[[ Exercise material, beginning ]]
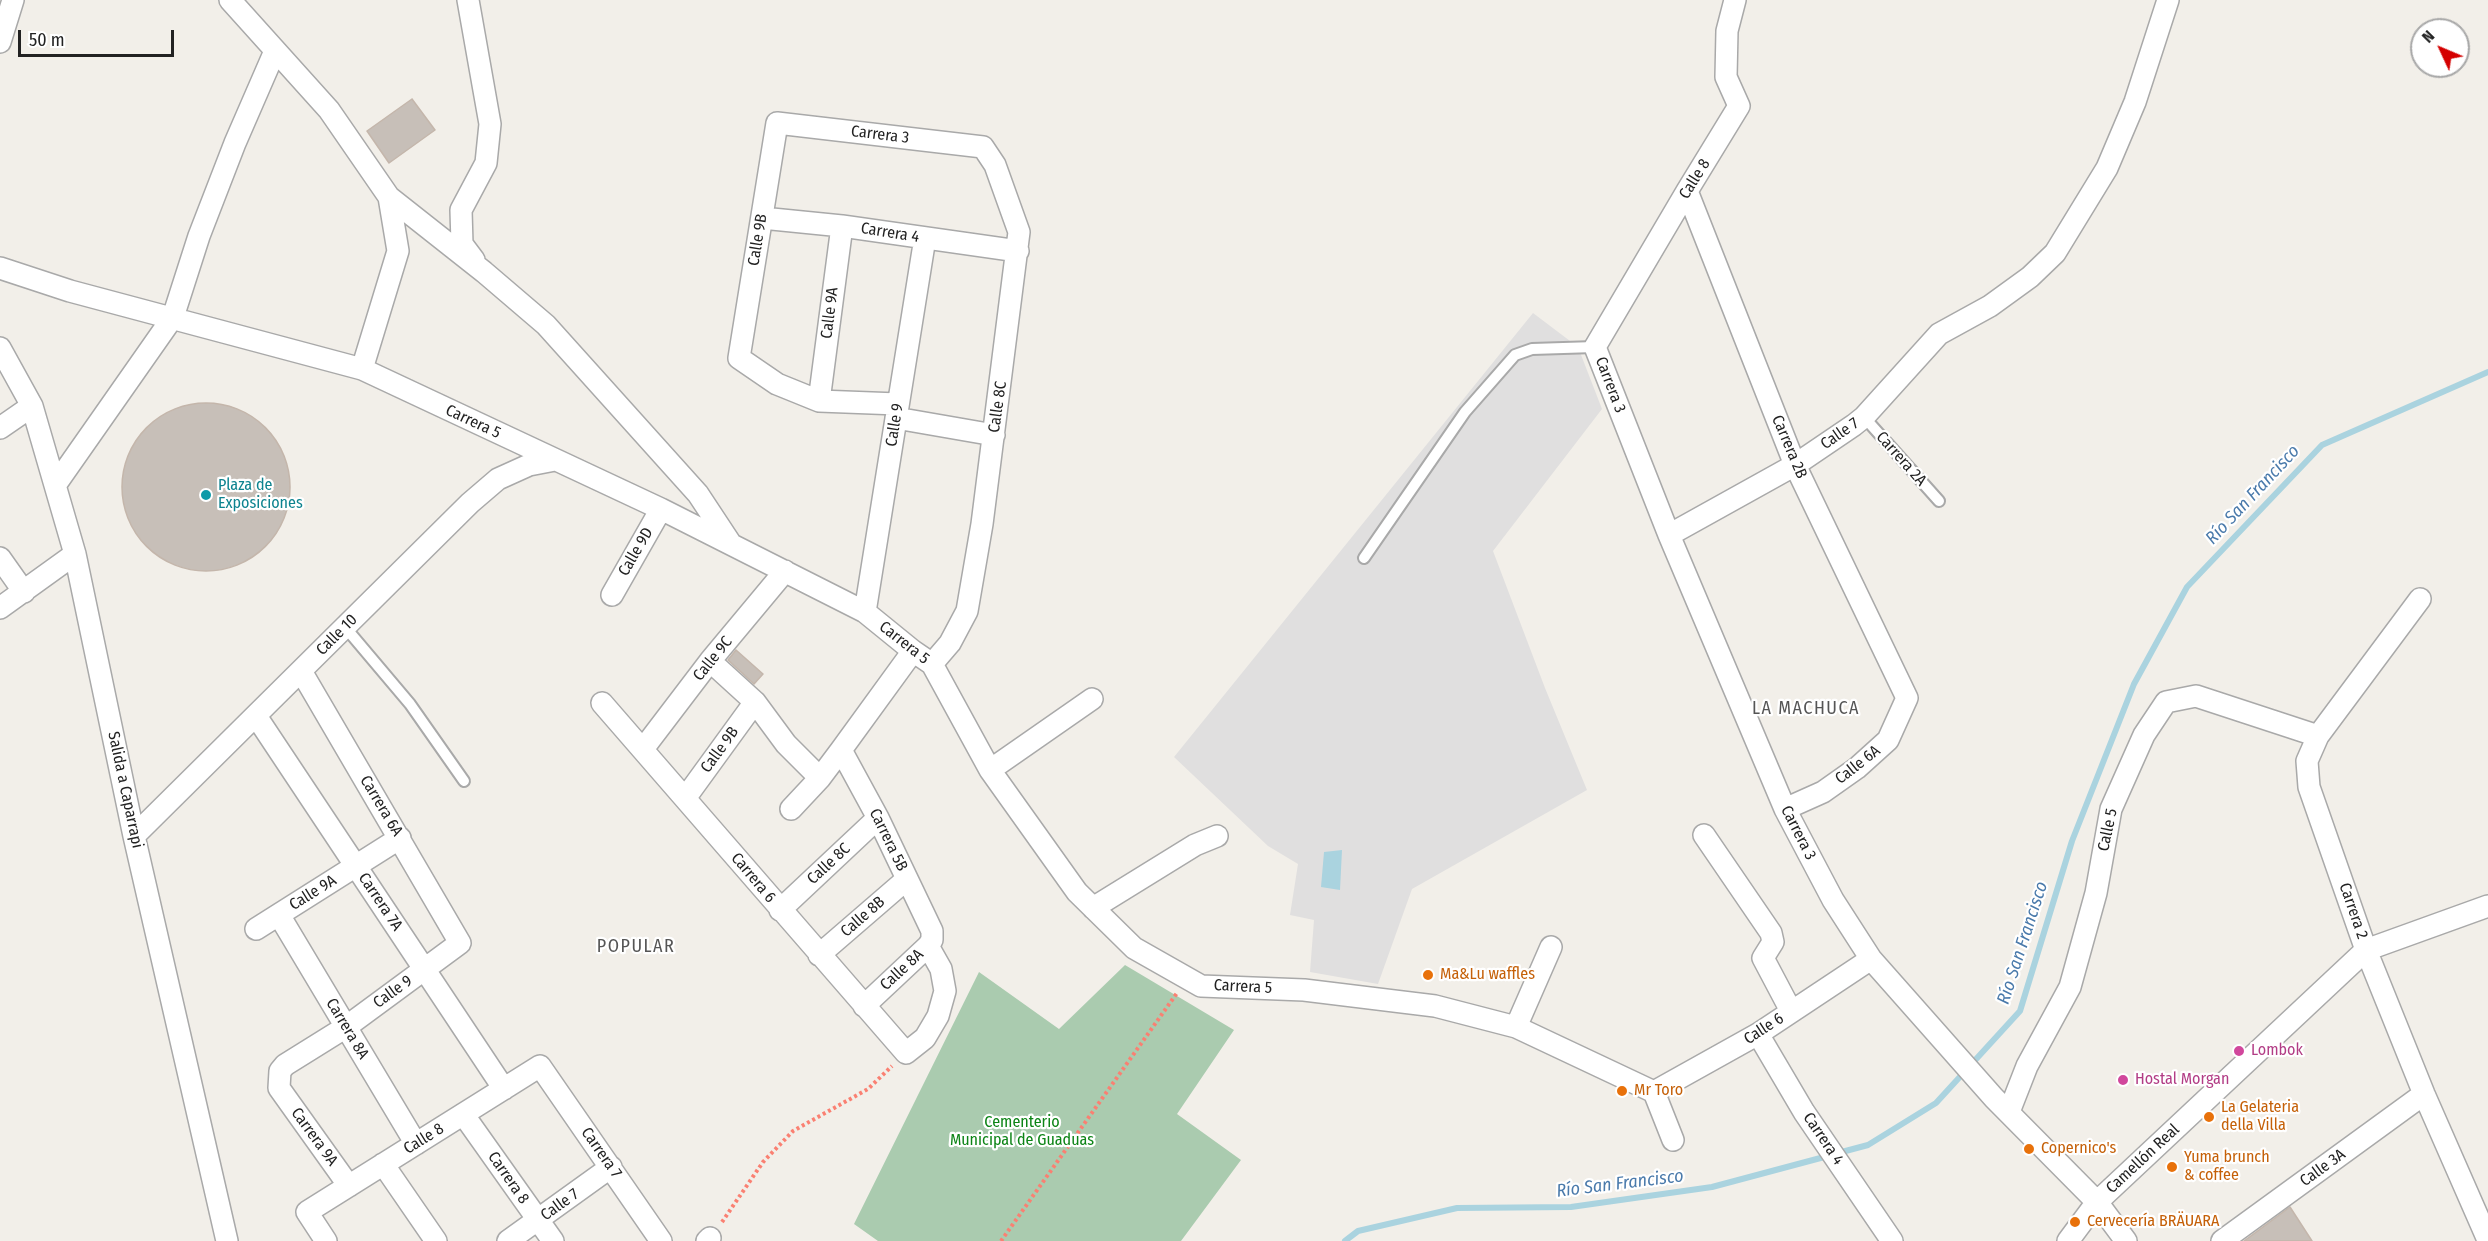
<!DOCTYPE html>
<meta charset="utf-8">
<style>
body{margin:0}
#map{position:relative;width:2488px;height:1241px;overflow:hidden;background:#f2efe9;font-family:"Fira Sans Condensed",sans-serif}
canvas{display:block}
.north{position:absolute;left:2410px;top:18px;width:60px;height:60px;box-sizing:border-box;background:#fff;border:2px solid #a7a7a7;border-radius:50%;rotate:314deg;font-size:16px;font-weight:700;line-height:24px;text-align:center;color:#222}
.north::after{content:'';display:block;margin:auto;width:21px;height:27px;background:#d40000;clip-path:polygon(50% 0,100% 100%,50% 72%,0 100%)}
.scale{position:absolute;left:18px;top:30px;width:156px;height:27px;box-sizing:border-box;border:3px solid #222;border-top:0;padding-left:8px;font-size:18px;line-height:21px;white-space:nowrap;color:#222;-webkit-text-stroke:4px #fff;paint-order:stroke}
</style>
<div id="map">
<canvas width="2488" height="1241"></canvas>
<div class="north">N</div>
<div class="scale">50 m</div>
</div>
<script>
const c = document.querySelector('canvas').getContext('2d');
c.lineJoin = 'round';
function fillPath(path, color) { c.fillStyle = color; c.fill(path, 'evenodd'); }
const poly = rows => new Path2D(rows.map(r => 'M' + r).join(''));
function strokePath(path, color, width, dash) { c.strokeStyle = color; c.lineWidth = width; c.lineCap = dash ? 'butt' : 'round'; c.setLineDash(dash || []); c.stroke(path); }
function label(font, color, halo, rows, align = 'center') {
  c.font = font + ' "Fira Sans Condensed",sans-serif'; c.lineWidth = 4.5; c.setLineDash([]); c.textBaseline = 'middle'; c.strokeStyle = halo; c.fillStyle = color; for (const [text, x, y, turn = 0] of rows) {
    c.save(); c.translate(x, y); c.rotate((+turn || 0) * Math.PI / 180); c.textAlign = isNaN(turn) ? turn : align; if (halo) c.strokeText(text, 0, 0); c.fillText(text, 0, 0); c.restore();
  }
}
fillPath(poly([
 [1533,313,1578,347,1602,409,1493,551,1545,688,1587,790,1412,889,1378,984,1310,972,1314,920,1290,915,1298,864,1268,846,1174,757]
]), '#e0dfdf');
fillPath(poly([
 [1125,965,1234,1030,1177,1114,1241,1160,1181,1241,878,1241,854,1224,979,972,1059,1029]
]), '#aacbaf');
fillPath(poly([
 [1342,850,1340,890,1321,887,1324,852]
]), '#aad3df');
strokePath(poly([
 [1838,1153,1868,1145,1936,1103,2020,1011,2072,841,2134,684,2187,587,2322,445,2488,372],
 [1345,1241,1358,1231,1457,1208,1571,1207,1712,1187,1828,1156]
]), '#aad3df', 6);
const building = poly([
 [412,99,435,130,389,163,367,131,412,99],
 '122 487a84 84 0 1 1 168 0a84 84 0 1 1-168 0Z',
 [736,650,763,674,754,684,728,660,736,650],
 [2290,1207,2312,1241,2244,1241,2290,1207]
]);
fillPath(building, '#c7bfb8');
strokePath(building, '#c4b6ab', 1.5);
const service = poly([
 [1864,417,1939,501],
 [1364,558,1465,412,1515,355,1532,349,1595,347],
 [345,627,410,704,464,781]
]);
const minor = poly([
 [230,0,329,110,389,197,484,272,546,325,698,494,731,544],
 [468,0,490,124,486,163,461,210,462,244,474,260],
 [1735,0,1727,31,1726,77,1739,106,1687,191,1595,347,1669,535,1785,809,1833,900,1871,959,1994,1098,2097,1202,2126,1241],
 [0,42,13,0],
 [1687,191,1795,465,1907,698,1888,740,1857,768,1823,792,1785,809],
 [762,218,842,226,1018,251],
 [0,268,70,291,362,369,661,509,865,612,913,651,932,664,990,770,1077,892,1134,948,1201,986,1304,990,1435,1006,1516,1027,1654,1092,1673,1140],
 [0,348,32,406,75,554,134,836,227,1241],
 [362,369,398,251,389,197],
 [819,401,842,226],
 [898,404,819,401,777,384,739,358,777,123,983,147,995,165,1019,232,982,524,967,611,950,643,932,664],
 [896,418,994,435],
 [0,428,32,406],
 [56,484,173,317,199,236,235,143,275,51],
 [1669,535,1795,465,1854,425,1864,417,1939,334,1990,306,2030,277,2055,253,2107,168,2135,102,2168,0],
 [0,558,24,592],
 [612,595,661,509],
 [2420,599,2318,736,2307,761,2309,787,2366,950,2424,1094,2488,1240],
 [0,608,75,554],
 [865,612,925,238],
 [710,661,755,702,786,744,820,778],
 [301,671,460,943,346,1027,285,1065,280,1071,279,1088,349,1186],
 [602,703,906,1053,925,1038,938,1016,945,991,941,969,928,946],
 [256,716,504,1089],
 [643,749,710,661,785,571],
 [841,750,878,818,932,931,932,940,928,946,864,1006],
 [990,770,1092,699],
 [686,797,755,702],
 [791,809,820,778,841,750,913,651],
 [1704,835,1771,933,1773,942,1763,958,1791,1011],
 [134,836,470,503,498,479,529,465,555,460],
 [1093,908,1195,845,1217,836],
 [780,910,878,818],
 [279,915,416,1144],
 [256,929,400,838],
 [819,955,907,879],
 [1516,1027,1551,947],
 [1758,1034,1804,1112,1892,1241],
 [1654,1092,1758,1034,1871,959],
 [2009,1112,2027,1066,2070,987,2096,893,2111,809,2144,735,2166,702,2196,696,2318,736],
 [463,1114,553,1241],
 [383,1164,436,1241],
 [326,1241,307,1212,540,1066,661,1241],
 [508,1241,611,1167],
 [707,1241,710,1238],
 [2068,1241,2097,1202,2366,950,2488,906],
 [2222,1241,2424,1094]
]);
strokePath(service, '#a9a9a9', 14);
strokePath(minor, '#a9a9a9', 24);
strokePath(poly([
 [722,1222,763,1162,793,1131,868,1089,892,1066],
 [1001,1241,1177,993]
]), '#fa8072', 4, [3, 3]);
strokePath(service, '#fff', 10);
strokePath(minor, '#fff', 21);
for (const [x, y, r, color] of [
 [206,495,6,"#0f9aa8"],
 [1428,975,6,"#e8710a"],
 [2239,1051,6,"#d1479c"],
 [2123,1080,6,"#d1479c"],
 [1622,1091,6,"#e8710a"],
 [2209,1117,6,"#e8710a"],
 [2029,1149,6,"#e8710a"],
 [2172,1167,6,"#e8710a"],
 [2075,1222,6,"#e8710a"]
]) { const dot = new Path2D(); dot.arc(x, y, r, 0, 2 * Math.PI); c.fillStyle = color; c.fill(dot); strokePath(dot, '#fff', 2); }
label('16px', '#222', '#fff', [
 ["Carrera 3",880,135,7],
 ["Calle 8",1695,179,-58],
 ["Carrera 4",890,233,9],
 ["Calle 9B",758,240,-81],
 ["Calle 9A",830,313,-83],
 ["Carrera 3",1610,385,69],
 ["Calle 8C",998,407,-82],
 ["Carrera 5",473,422,25],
 ["Calle 9",895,425,-81],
 ["Calle 7",1840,434,-35],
 ["Carrera 2B",1789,447,67],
 ["Carrera 2A",1901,459,48],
 ["Calle 9D",636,552,-60],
 ["Calle 10",337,635,-45],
 ["Carrera 5",904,643,38],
 ["Calle 9C",713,659,-51],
 ["Calle 9B",720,750,-54],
 ["Calle 6A",1858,765,-38],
 ["Salida a Caparrapi",125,790,78],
 ["Carrera 6A",381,806,59],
 ["Calle 5",2108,830,-78],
 ["Carrera 3",1798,833,63],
 ["Carrera 5B",888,840,64],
 ["Calle 8C",829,864,-43],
 ["Carrera 6",753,878,50],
 ["Calle 9A",313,893,-32],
 ["Carrera 7A",380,902,56],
 ["Carrera 2",2353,911,71],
 ["Calle 8B",863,917,-41],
 ["Calle 8A",902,970,-43],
 ["Carrera 5",1243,987,3],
 ["Calle 9",393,992,-36],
 ["Carrera 8A",347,1029,59],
 ["Calle 6",1764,1029,-33],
 ["Carrera 9A",314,1137,54],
 ["Calle 8",424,1139,-32],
 ["Carrera 4",1823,1139,56],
 ["Carrera 7",601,1153,55],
 ["Camellón Real",2143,1159,-43],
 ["Calle 3A",2323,1168,-36],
 ["Carrera 8",508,1178,55],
 ["Calle 7",560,1205,-36]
]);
label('16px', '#0d838f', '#fff', [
 ["Plaza de",218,486],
 ["Exposiciones",218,504]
], 'left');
label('16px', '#c56008', '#fff', [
 ["Ma&Lu waffles",1440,975],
 ["Mr Toro",1634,1091],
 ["La Gelateria",2221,1108],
 ["della Villa",2221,1126],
 ["Copernico's",2041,1149],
 ["Yuma brunch",2184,1158],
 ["& coffee",2184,1176],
 ["Cervecería BRÄUARA",2087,1222]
], 'left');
label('16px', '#b23c85', '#fff', [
 ["Lombok",2251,1051],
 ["Hostal Morgan",2135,1080]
], 'left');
label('16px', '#0c8416', '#fff', [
 ["Cementerio",1022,1123],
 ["Municipal de Guaduas",1022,1141]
]);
label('italic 18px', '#4a7aab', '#fff', [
 ["Río San Francisco",2253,495,-47],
 ["Río San Francisco",2023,943,-72],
 ["Río San Francisco",1620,1184,-7]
]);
c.letterSpacing = '1.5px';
label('18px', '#555', '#fff', [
 ["LA MACHUCA",1806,709],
 ["POPULAR",636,947]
]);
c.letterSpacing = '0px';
</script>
[[ Exercise material, end ]]
§ **Exercise brief**
Each line holding the word "rotate" must be copied from the data.

§ **Exercise answer**
.north{position:absolute;left:2410px;top:18px;width:60px;height:60px;box-sizing:border-box;background:#fff;border:2px solid #a7a7a7;border-radius:50%;rotate:314deg;font-size:16px;font-weight:700;line-height:24px;text-align:center;color:#222}
    c.save(); c.translate(x, y); c.rotate((+turn || 0) * Math.PI / 180); c.textAlign = isNaN(turn) ? turn : align; if (halo) c.strokeText(text, 0, 0); c.fillText(text, 0, 0); c.restore();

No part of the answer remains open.